PVE5 and quorum device

Sep 27, 2018
6
0
1
49
Got this all working now, thx for the help.

Current setup: 2 x Proxmox (intel i5 8400 6 core with 32GB ram) using GlusterFS as shared storage and a raspberry pi as witness for proxmox and arbiter for GlusterFS.

The only thing i didn't manage to get working is OpenVSwitch 2 nic LACP bond with vlans, but i'll create another post for that.

Kind regards,
Eric
 

de Thysebaert

New Member
Mar 12, 2017
28
2
3
62
Hi,
I try to setup a new witness server, the first one installed is down.
I run the following command :
Code:
corosync-qdevice-net-certutil -Q -n proxmox 172.16.0.5 172.16.0.2 172.16.0.3
and get the following error :
Code:
Node 172.16.0.2 seems to be already initialized. Please delete /etc/corosync/qdevice/net/nssdb
I remove the directory on the two promox servers and run again the command ..but failed with error
Code:
corosync-qdevice-net-certutil -Q -n proxmox 172.16.0.5 172.16.0.2 172.16.0.3
bash: corosync-qnetd-certutil: command not found
/etc/corosync/qnetd/nssdb/qnetd-cacert.crt: No such file or directory
Can't open certificate file /tmp/qnetd-cacert.crt
/etc/corosync/qnetd/nssdb/qnetd-cacert.crt: No such file or directory
Can't open certificate file /tmp/qnetd-cacert.crt
Certificate database doesn't exists.
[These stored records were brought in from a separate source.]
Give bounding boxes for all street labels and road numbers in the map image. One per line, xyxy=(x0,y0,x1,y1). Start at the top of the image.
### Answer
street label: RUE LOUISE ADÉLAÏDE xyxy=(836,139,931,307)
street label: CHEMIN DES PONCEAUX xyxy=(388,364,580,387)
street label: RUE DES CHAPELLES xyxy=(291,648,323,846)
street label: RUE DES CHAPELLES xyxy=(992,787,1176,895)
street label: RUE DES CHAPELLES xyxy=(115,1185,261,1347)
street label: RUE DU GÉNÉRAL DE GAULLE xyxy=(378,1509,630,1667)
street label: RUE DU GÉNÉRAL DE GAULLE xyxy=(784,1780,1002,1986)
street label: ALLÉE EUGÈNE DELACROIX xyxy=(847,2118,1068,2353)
Use /usr/sbin/corosync-qdevice-net-certutil -i to create it
/etc/corosync/qdevice/net/nssdb/qdevice-net-node.crq: No such file or directory
bash: corosync-qnetd-certutil: command not found
/etc/corosync/qnetd/nssdb/cluster-proxmox.crt: No such file or directory
Can't open certificate file /etc/corosync/qdevice/net/nssdb/cluster-proxmox.crt
/etc/corosync/qdevice/net/nssdb//qdevice-net-node.p12: No such file or directory
Can't open certificate file /etc/corosync/qdevice/net/nssdb//qdevice-net-node.p12
root@prox02:/etc/corosync# /usr/sbin/corosync-qdevice-net-certutil -i
Can't open certificate file
how to solve this issue ? and reinstall the qnet-device (witness) on the new dedicaced witness server ?

thx
 

de Thysebaert

New Member
Mar 12, 2017
28
2
3
62
Hi,
I try to setup a new witness server, the first one installed is down.
I run the following command :
Code:
corosync-qdevice-net-certutil -Q -n proxmox 172.16.0.5 172.16.0.2 172.16.0.3
and get the following error :
Code:
Node 172.16.0.2 seems to be already initialized. Please delete /etc/corosync/qdevice/net/nssdb
I remove the directory on the two promox servers and run again the command ..but failed with error
Code:
corosync-qdevice-net-certutil -Q -n proxmox 172.16.0.5 172.16.0.2 172.16.0.3
bash: corosync-qnetd-certutil: command not found
/etc/corosync/qnetd/nssdb/qnetd-cacert.crt: No such file or directory
Can't open certificate file /tmp/qnetd-cacert.crt
/etc/corosync/qnetd/nssdb/qnetd-cacert.crt: No such file or directory
Can't open certificate file /tmp/qnetd-cacert.crt
Certificate database doesn't exists. Use /usr/sbin/corosync-qdevice-net-certutil -i to create it
/etc/corosync/qdevice/net/nssdb/qdevice-net-node.crq: No such file or directory
bash: corosync-qnetd-certutil: command not found
/etc/corosync/qnetd/nssdb/cluster-proxmox.crt: No such file or directory
Can't open certificate file /etc/corosync/qdevice/net/nssdb/cluster-proxmox.crt
/etc/corosync/qdevice/net/nssdb//qdevice-net-node.p12: No such file or directory
Can't open certificate file /etc/corosync/qdevice/net/nssdb//qdevice-net-node.p12
root@prox02:/etc/corosync# /usr/sbin/corosync-qdevice-net-certutil -i
Can't open certificate file
how to solve this issue ? and reinstall the qnet-device (witness) on the new dedicaced witness server ?

thx

I respond at myself .... corosync-qnetd must be installed first on the witness server.
now all is running well

sorry for inconvenience
 

tawh

New Member
Mar 26, 2019
8
0
1
29
I'd like to report that I got the corosync-qdevice thing to work for my 2-node cluster.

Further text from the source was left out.